Count the lines that contain the string "Serialize" in the records beneath, and respond with the number only.

────

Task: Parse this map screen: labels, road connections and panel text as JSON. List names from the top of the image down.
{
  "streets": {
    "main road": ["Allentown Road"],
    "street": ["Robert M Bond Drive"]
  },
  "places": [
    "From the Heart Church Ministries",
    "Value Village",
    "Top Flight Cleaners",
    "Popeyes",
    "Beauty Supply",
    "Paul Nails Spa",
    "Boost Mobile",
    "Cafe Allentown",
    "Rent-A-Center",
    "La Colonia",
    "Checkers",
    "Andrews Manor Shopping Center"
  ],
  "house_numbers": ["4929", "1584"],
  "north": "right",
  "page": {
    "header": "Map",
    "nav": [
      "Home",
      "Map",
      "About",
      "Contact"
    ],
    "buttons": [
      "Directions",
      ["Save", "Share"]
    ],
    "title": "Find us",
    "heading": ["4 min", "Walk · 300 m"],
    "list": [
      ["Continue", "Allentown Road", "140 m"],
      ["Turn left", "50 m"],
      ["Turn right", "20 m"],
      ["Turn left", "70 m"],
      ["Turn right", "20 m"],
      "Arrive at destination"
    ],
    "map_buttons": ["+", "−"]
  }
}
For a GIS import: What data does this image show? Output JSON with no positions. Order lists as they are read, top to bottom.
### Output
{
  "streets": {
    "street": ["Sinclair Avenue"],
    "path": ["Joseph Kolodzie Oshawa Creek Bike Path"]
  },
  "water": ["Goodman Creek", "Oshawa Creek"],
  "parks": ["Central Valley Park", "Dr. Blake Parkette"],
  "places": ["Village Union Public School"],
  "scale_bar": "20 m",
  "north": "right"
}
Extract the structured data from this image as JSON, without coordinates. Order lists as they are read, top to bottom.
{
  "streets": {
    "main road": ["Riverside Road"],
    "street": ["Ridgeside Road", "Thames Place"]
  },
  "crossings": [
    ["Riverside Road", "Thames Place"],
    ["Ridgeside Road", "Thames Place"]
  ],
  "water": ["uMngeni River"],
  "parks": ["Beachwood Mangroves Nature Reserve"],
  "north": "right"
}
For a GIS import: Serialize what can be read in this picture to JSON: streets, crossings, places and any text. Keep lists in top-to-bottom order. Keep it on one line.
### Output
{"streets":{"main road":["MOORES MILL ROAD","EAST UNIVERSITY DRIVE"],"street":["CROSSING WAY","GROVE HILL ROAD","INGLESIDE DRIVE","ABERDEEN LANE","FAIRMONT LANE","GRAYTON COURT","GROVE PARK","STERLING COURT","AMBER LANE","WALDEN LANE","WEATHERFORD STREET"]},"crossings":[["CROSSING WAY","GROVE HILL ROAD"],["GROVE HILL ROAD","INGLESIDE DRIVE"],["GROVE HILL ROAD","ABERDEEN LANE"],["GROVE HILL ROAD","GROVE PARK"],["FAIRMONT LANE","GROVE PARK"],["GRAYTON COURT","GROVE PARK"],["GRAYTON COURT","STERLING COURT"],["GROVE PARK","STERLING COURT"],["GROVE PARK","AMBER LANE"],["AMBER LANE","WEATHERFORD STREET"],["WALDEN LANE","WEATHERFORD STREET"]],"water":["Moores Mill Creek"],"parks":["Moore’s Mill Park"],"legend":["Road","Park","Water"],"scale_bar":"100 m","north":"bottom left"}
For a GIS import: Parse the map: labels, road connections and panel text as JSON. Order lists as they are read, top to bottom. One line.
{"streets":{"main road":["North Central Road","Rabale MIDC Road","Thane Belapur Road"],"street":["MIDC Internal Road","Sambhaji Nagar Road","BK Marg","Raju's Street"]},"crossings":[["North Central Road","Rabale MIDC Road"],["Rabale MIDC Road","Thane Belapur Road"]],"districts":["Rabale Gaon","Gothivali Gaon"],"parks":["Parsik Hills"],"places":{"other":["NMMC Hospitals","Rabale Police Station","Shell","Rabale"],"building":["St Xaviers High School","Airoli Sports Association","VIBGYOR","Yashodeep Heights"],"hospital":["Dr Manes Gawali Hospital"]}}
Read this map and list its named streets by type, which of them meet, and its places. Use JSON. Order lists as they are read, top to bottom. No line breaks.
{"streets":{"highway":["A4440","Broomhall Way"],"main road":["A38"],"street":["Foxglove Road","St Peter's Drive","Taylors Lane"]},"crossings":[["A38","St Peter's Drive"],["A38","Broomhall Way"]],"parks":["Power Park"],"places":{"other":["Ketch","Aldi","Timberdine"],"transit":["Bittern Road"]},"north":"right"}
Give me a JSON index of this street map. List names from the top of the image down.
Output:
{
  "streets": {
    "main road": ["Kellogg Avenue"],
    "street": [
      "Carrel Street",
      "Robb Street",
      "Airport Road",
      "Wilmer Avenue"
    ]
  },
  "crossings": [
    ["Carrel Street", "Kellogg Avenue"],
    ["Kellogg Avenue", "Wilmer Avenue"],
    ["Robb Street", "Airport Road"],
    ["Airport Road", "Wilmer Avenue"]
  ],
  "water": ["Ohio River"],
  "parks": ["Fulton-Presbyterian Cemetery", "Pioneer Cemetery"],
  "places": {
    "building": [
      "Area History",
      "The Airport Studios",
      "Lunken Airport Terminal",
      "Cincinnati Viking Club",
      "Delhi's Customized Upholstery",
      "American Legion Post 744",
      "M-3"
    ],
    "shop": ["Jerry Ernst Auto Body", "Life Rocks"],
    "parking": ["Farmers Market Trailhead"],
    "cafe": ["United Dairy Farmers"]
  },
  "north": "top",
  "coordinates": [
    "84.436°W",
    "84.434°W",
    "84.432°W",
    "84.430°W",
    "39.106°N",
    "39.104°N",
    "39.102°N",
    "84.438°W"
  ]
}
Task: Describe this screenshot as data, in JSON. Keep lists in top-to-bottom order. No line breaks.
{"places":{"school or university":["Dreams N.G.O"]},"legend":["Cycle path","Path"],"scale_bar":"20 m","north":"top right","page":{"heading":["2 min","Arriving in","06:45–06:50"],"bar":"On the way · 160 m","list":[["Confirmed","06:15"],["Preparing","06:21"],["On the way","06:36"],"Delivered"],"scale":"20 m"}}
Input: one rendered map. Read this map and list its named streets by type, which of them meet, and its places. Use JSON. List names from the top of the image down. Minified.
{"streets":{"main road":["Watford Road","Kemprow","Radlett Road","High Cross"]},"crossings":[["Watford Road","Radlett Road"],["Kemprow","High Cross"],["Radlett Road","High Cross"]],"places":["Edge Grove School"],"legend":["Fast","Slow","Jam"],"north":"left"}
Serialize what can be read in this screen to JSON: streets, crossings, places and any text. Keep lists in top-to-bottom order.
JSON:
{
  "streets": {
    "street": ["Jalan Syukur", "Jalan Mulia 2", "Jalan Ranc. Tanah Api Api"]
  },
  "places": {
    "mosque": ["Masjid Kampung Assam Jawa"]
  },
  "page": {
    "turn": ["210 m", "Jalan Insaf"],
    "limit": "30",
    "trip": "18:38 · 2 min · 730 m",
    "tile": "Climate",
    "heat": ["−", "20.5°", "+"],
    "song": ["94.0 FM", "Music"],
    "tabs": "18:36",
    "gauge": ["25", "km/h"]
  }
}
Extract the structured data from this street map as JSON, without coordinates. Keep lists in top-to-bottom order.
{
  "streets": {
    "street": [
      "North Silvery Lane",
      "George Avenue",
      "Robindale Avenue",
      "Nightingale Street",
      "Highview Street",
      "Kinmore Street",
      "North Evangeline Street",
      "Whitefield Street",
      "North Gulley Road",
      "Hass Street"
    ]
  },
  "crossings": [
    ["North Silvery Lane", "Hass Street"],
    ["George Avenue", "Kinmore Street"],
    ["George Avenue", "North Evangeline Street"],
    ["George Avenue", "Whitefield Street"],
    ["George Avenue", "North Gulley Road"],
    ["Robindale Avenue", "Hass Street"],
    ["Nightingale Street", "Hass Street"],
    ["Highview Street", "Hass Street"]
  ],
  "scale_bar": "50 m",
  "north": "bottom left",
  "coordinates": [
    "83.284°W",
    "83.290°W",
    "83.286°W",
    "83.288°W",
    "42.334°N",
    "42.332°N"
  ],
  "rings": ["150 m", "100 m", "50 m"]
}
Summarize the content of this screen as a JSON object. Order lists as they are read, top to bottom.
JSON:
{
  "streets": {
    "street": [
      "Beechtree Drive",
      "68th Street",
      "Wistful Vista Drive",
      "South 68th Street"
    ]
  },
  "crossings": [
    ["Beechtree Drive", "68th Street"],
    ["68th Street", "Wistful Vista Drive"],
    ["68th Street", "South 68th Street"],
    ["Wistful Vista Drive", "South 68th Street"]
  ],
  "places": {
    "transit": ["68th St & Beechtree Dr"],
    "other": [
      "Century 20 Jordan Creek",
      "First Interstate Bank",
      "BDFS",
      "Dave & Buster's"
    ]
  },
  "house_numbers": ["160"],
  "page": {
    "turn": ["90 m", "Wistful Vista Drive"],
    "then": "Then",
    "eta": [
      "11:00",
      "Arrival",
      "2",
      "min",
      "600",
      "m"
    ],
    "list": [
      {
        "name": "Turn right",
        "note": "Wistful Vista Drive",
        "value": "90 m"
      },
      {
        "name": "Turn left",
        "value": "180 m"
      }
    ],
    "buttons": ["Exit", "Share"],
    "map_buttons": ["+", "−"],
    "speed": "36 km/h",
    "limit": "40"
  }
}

────

Answer for the task —
2